_Supplied data_
#####

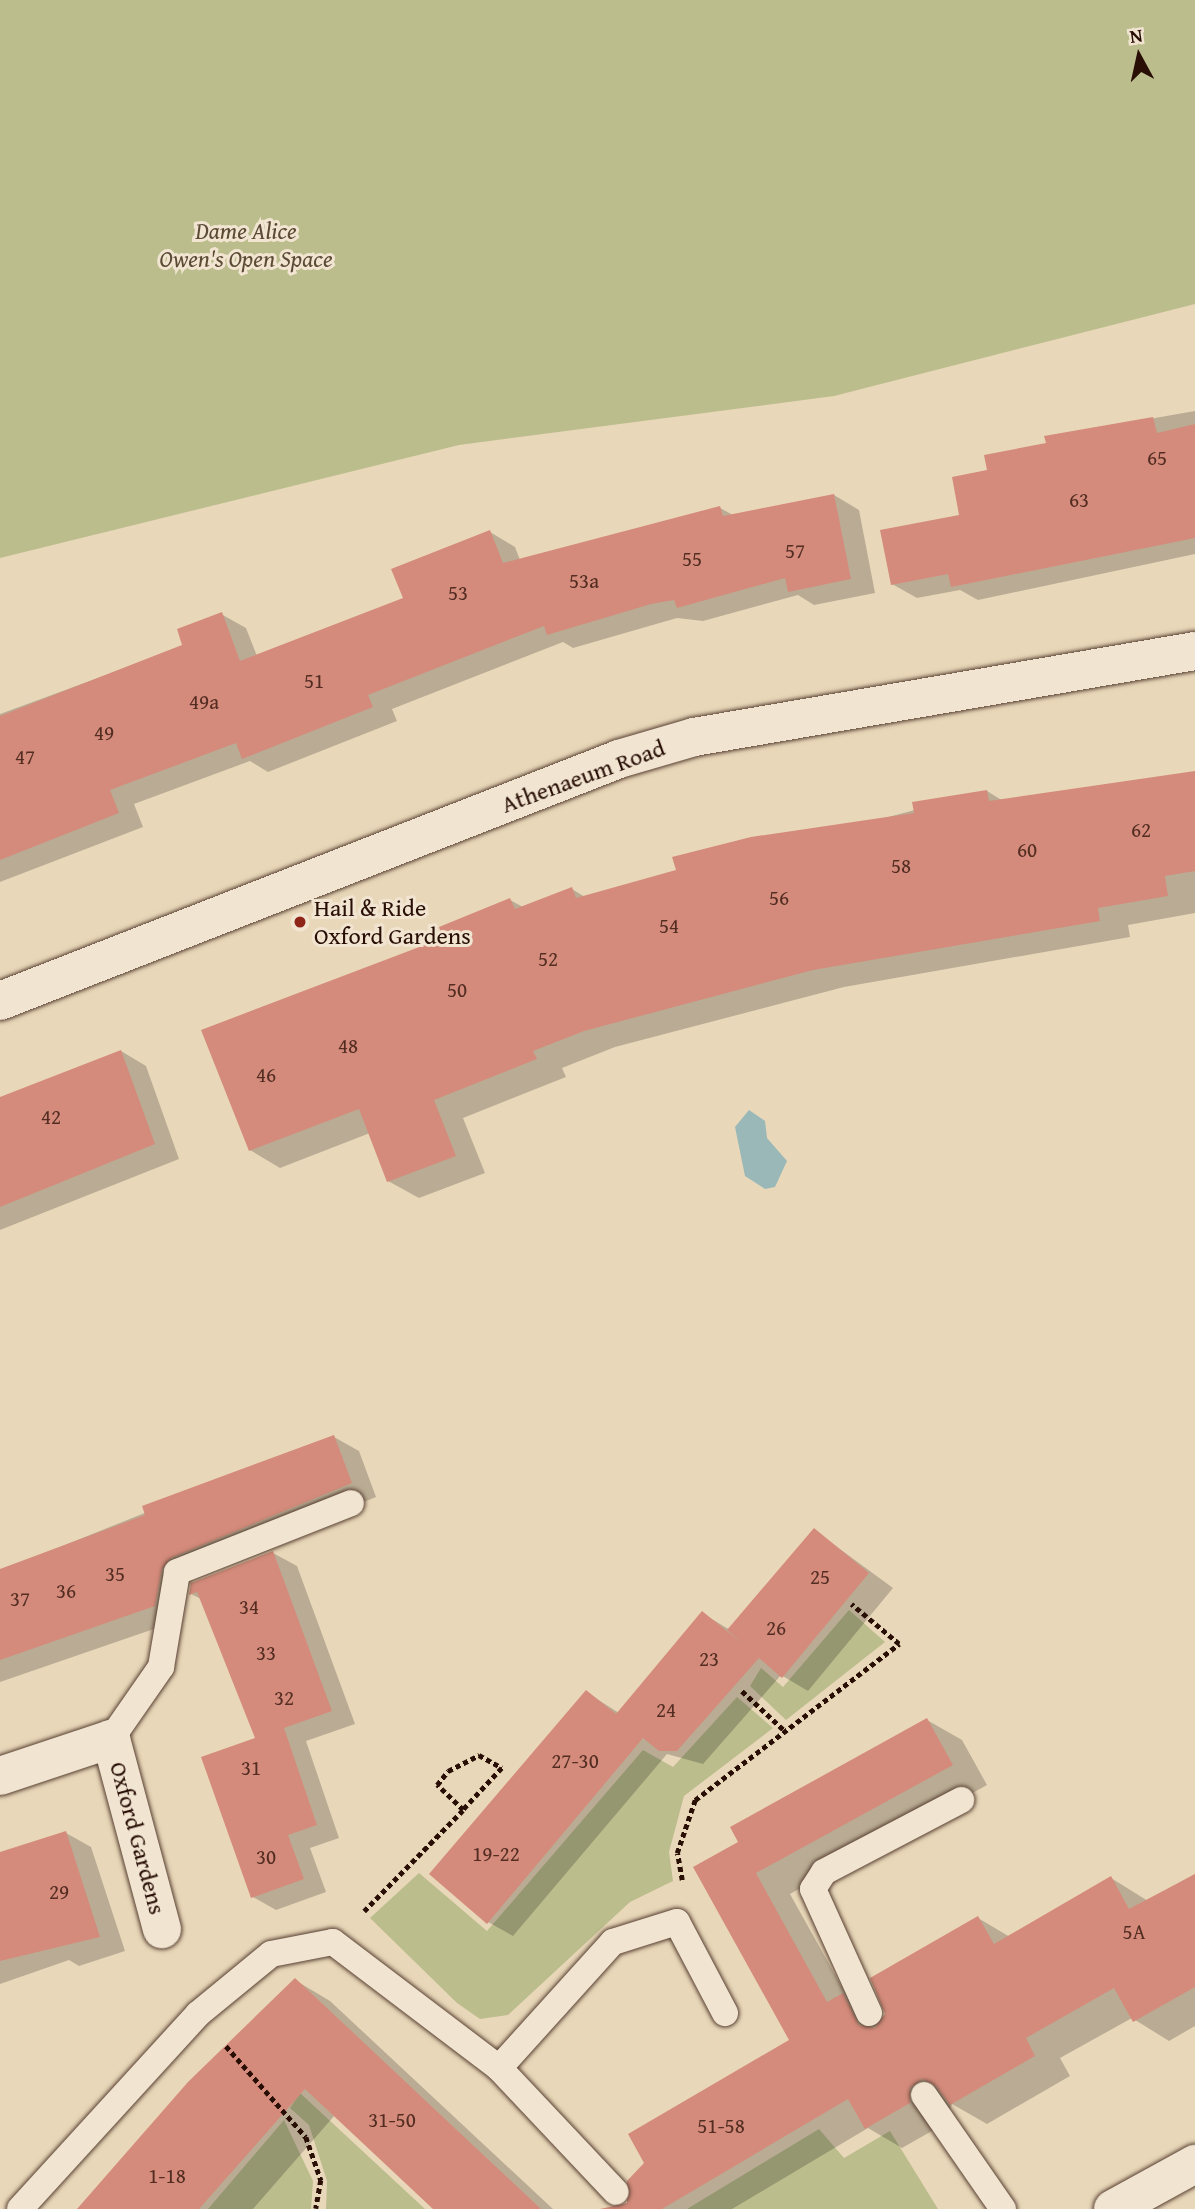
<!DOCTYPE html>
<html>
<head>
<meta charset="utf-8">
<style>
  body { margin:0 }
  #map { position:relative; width:1195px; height:2209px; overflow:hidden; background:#e9d7b9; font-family:"Gentium Book Plus",serif }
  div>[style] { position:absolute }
  .green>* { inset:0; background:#bbbd8c }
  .water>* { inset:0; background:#99b8b7 }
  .shadow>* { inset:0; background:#0003 }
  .building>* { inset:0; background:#d48b7b }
  .path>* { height:4.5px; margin-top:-2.25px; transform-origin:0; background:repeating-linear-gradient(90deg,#280e05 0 5px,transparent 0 8.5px) }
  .roads { filter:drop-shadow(0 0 2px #584032) drop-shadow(0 0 2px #584032) }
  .lane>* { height:26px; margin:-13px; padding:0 13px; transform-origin:13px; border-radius:13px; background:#f1e5d2 }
  .street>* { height:38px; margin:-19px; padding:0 19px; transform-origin:19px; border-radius:19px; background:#f1e5d2 }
  .secondary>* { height:38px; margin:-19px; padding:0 19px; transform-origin:19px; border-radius:19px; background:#f1e5d2 }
  .dots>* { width:19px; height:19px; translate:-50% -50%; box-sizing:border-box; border:4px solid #f1e5d2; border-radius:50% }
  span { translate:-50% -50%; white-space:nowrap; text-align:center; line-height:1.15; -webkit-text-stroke:6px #f1e5d2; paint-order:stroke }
  .number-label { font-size:21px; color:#532d22 }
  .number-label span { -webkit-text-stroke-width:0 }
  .park-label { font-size:24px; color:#5b4b34; font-style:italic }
  .street-label { font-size:24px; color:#280e05 }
  .poi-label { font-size:24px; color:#280e05 }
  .left { translate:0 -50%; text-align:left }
  .north { position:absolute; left:1104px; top:21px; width:70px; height:70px; -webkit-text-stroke:5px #f1e5d2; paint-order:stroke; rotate:352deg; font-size:19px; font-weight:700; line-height:28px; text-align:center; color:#280e05 }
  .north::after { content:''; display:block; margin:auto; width:24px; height:32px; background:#280e05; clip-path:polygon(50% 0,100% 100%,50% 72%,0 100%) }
</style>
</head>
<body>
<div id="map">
  <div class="green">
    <div style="clip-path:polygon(0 0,1195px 0,1195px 304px,834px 396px,459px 445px,0 558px)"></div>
    <div style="clip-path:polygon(849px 1610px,885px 1642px,786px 1720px,750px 1686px,761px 1668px,783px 1687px)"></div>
    <div style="clip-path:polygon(737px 1697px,773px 1728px,684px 1796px,669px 1852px,673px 1881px,630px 1902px,508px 2015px,480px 2019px,457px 2003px,370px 1918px,419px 1873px,487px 1931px,643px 1750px,673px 1767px)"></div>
    <div style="clip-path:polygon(300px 2093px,425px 2209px,326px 2209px,327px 2181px,309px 2125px,290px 2108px)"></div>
    <div style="clip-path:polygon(284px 2120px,313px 2181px,311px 2209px,208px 2209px)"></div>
    <div style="clip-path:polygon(819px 2129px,844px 2158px,890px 2131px,938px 2209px,687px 2209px)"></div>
  </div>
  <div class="water">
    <div style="clip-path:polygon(749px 1110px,765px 1121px,767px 1138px,787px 1161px,775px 1187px,765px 1189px,745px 1176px,735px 1127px)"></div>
  </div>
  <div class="shadow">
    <div style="clip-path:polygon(1195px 411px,1195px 554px,978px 600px,960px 590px,917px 598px,892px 584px,961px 516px,989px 472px,1048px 444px,1046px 437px)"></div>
    <div style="clip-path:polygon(834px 495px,859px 510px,875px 593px,814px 605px,798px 595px,703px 621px,677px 618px,573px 648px,563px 642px,392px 709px,397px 721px,268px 772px,250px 761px,134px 804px,143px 827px,0 882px,0 714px,185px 646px,221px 614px,246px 628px,257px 656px,405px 599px,490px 532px,515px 547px,520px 560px,720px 508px,733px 515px)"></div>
    <div style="clip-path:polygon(1195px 773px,1195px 913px,1128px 925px,1130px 937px,844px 987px,615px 1047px,562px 1068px,566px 1077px,463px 1118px,485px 1173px,419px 1198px,388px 1181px,370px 1133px,280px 1168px,250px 1150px,445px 939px,510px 900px,523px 907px,572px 889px,585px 897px,987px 791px,1003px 801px)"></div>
    <div style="clip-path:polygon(121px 1051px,146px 1066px,179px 1159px,0 1230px,0 1099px)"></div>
    <div style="clip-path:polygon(334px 1437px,359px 1451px,376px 1497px,196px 1571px,186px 1583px,180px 1620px,0 1682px,0 1571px)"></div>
    <div style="clip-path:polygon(814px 1530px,893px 1588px,808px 1691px,781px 1675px,703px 1764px,667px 1754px,513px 1936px,488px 1922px,586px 1692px,619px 1713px,702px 1613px,730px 1630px)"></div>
    <div style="clip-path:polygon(273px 1553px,297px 1566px,355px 1724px,306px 1741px,339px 1838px,310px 1848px,326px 1892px,276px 1910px,253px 1897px,257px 1739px,203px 1600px,191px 1594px)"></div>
    <div style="clip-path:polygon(927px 1720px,962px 1740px,987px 1785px,790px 1894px,848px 1998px,880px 2020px,978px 1918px,1010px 1937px,1111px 1878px,1148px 1901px,1195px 1874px,1195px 2026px,1169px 2041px,1132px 2018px,1060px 2058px,1070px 2076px,987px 2124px,952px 2104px,946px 2123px,902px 2148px,868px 2128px,732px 2209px,621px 2209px,791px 2041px,740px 1842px)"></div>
    <div style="clip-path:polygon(66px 1833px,91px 1847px,125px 1951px,79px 1966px,69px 1960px,0 1984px,0 1854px)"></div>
    <div style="clip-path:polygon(295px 1980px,330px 2001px,553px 2209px,436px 2209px,335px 2115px,253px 2209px,80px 2209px)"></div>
  </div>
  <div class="building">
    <div style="clip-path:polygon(1153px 417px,1157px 433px,1195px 424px,1195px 538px,951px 587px,948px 574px,891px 585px,880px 530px,959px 515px,952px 477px,987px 470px,984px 455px,1046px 443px,1044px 436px)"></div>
    <div style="clip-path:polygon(834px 494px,851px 579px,788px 592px,785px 578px,677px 608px,674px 600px,651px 604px,547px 635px,544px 626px,368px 695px,373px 707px,242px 759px,236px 743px,110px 790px,119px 813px,0 860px,0 716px,182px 645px,177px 629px,222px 612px,240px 661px,403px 598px,391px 569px,490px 530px,503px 563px,720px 506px,723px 516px)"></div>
    <div style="clip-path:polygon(1195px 771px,1195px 871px,1165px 876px,1168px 896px,1098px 908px,1100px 921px,813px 970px,584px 1031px,533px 1051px,537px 1059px,434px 1100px,456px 1156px,387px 1182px,359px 1109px,249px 1151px,201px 1030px,443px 938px,439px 927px,510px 898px,515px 909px,572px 887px,576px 898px,676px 870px,672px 857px,751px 837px,914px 813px,912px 802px,987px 790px,989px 801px)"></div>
    <div style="clip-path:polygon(121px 1050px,155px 1144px,0 1207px,0 1097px)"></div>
    <div style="clip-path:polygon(334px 1435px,352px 1483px,171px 1558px,162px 1569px,155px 1606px,0 1660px,0 1569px,145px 1515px,142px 1506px)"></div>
    <div style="clip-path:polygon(814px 1528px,869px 1573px,782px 1678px,759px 1658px,677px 1751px,659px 1751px,643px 1738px,487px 1924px,429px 1874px,586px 1690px,616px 1714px,702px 1611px,743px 1644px,727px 1630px)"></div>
    <div style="clip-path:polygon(273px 1551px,332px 1711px,284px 1728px,317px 1825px,288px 1835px,304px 1879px,251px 1898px,201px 1757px,255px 1738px,197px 1592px,189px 1595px,191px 1583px)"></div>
    <div style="clip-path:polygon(927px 1718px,953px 1765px,756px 1873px,827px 2002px,843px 1993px,859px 2025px,875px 2028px,885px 2014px,870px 1978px,978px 1916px,994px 1944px,1111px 1876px,1129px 1909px,1195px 1874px,1195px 1987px,1133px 2022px,1114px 1988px,1026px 2038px,1035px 2056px,950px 2105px,936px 2086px,922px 2079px,910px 2088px,910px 2103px,865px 2129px,848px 2099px,662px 2209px,600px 2209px,627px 2203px,627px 2181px,644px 2163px,628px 2134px,789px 2040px,693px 1867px,738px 1842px,730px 1827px)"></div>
    <div style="clip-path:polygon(66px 1831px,100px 1937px,0 1961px,0 1852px)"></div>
    <div style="clip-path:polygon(295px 1978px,541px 2209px,433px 2209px,305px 2089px,199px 2209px,77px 2209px,188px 2082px)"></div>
  </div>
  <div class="path">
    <div style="left:742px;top:1691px;width:59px;rotate:42.9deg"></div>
    <div style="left:682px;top:1880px;width:27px;rotate:-100deg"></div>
    <div style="left:677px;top:1853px;width:56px;rotate:-71.2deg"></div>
    <div style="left:695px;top:1800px;width:257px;rotate:-37.4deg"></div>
    <div style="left:899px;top:1644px;width:62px;rotate:-140.2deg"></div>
    <div style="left:364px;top:1911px;width:141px;rotate:-45.6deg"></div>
    <div style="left:463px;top:1810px;width:36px;rotate:-136deg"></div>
    <div style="left:437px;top:1785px;width:18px;rotate:-52deg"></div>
    <div style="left:448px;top:1771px;width:35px;rotate:-27deg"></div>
    <div style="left:479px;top:1755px;width:26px;rotate:29deg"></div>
    <div style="left:502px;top:1768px;width:57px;rotate:132.9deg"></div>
    <div style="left:226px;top:2046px;width:121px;rotate:48.7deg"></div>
    <div style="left:306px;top:2137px;width:46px;rotate:70.8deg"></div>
    <div style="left:321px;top:2180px;width:29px;rotate:100deg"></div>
  </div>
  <div class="roads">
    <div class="lane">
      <div style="left:111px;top:1739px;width:88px;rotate:-55.2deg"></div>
      <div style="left:161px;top:1667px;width:96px;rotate:-80.4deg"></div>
      <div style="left:177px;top:1572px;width:187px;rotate:-21.6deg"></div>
      <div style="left:869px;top:2013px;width:136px;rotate:-114.3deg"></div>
      <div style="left:813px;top:1889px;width:20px;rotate:-57deg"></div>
      <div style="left:824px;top:1872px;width:155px;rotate:-27.7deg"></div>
      <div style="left:499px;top:2068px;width:170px;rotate:-47.9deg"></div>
      <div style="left:613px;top:1942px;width:67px;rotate:-17.4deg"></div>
      <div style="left:677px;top:1922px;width:103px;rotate:62.2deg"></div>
      <div style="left:924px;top:2095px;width:139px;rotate:55.3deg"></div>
      <div style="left:20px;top:2209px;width:264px;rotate:-47.6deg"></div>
      <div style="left:198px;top:2014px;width:94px;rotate:-39.4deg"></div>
      <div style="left:271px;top:1954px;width:63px;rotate:-11deg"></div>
      <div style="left:333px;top:1942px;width:208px;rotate:37.2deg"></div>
      <div style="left:499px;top:2068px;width:170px;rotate:46.7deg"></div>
    </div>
    <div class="street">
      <div style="left:0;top:1001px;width:665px;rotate:-21.35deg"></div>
      <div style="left:619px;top:759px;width:78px;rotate:-16.3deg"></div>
      <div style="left:694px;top:737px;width:508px;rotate:-9.74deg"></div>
      <div style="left:0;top:1776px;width:117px;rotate:-18.4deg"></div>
      <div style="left:111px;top:1739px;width:197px;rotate:75deg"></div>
    </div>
    <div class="secondary">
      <div style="left:1113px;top:2209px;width:94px;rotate:-28.8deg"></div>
    </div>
  </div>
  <div class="dots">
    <div style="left:300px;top:922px;background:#8f2418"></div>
  </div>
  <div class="number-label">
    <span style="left:1157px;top:458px">65</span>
    <span style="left:1079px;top:500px">63</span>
    <span style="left:795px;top:551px">57</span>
    <span style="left:692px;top:559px">55</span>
    <span style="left:584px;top:581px">53a</span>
    <span style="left:458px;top:593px">53</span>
    <span style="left:314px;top:681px">51</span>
    <span style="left:204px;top:702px">49a</span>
    <span style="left:104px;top:733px">49</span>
    <span style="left:25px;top:757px">47</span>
    <span style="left:1141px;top:830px">62</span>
    <span style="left:1027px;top:850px">60</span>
    <span style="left:901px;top:866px">58</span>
    <span style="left:779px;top:898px">56</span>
    <span style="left:669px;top:926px">54</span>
    <span style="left:548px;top:959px">52</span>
    <span style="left:457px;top:990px">50</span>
    <span style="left:348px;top:1046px">48</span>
    <span style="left:266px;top:1075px">46</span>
    <span style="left:51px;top:1117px">42</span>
    <span style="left:115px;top:1574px">35</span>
    <span style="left:820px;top:1577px">25</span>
    <span style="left:66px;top:1591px">36</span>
    <span style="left:20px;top:1599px">37</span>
    <span style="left:249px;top:1607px">34</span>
    <span style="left:776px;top:1628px">26</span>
    <span style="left:266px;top:1653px">33</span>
    <span style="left:709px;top:1659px">23</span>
    <span style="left:284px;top:1698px">32</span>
    <span style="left:666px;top:1710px">24</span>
    <span style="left:575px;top:1761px">27-30</span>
    <span style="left:251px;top:1768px">31</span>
    <span style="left:496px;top:1854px">19-22</span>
    <span style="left:266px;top:1857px">30</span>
    <span style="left:59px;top:1892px">29</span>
    <span style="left:1134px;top:1932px">5A</span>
    <span style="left:392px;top:2120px">31-50</span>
    <span style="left:721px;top:2126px">51-58</span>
    <span style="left:167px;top:2176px">1-18</span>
  </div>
  <div class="park-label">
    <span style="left:246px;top:245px">Dame Alice<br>Owen's Open Space</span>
  </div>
  <div class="street-label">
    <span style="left:583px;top:776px;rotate:-20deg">Athenaeum Road</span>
    <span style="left:138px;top:1838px;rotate:75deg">Oxford Gardens</span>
  </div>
  <div class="poi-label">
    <span class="left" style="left:314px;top:922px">Hail &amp; Ride<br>Oxford Gardens</span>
  </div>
  <div class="north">N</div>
</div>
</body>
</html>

#####

Whenever a line in the material contains the word "shadow", copy that line.

_Result_
  .shadow>* { inset:0; background:#0003 }
  .roads { filter:drop-shadow(0 0 2px #584032) drop-shadow(0 0 2px #584032) }
  <div class="shadow">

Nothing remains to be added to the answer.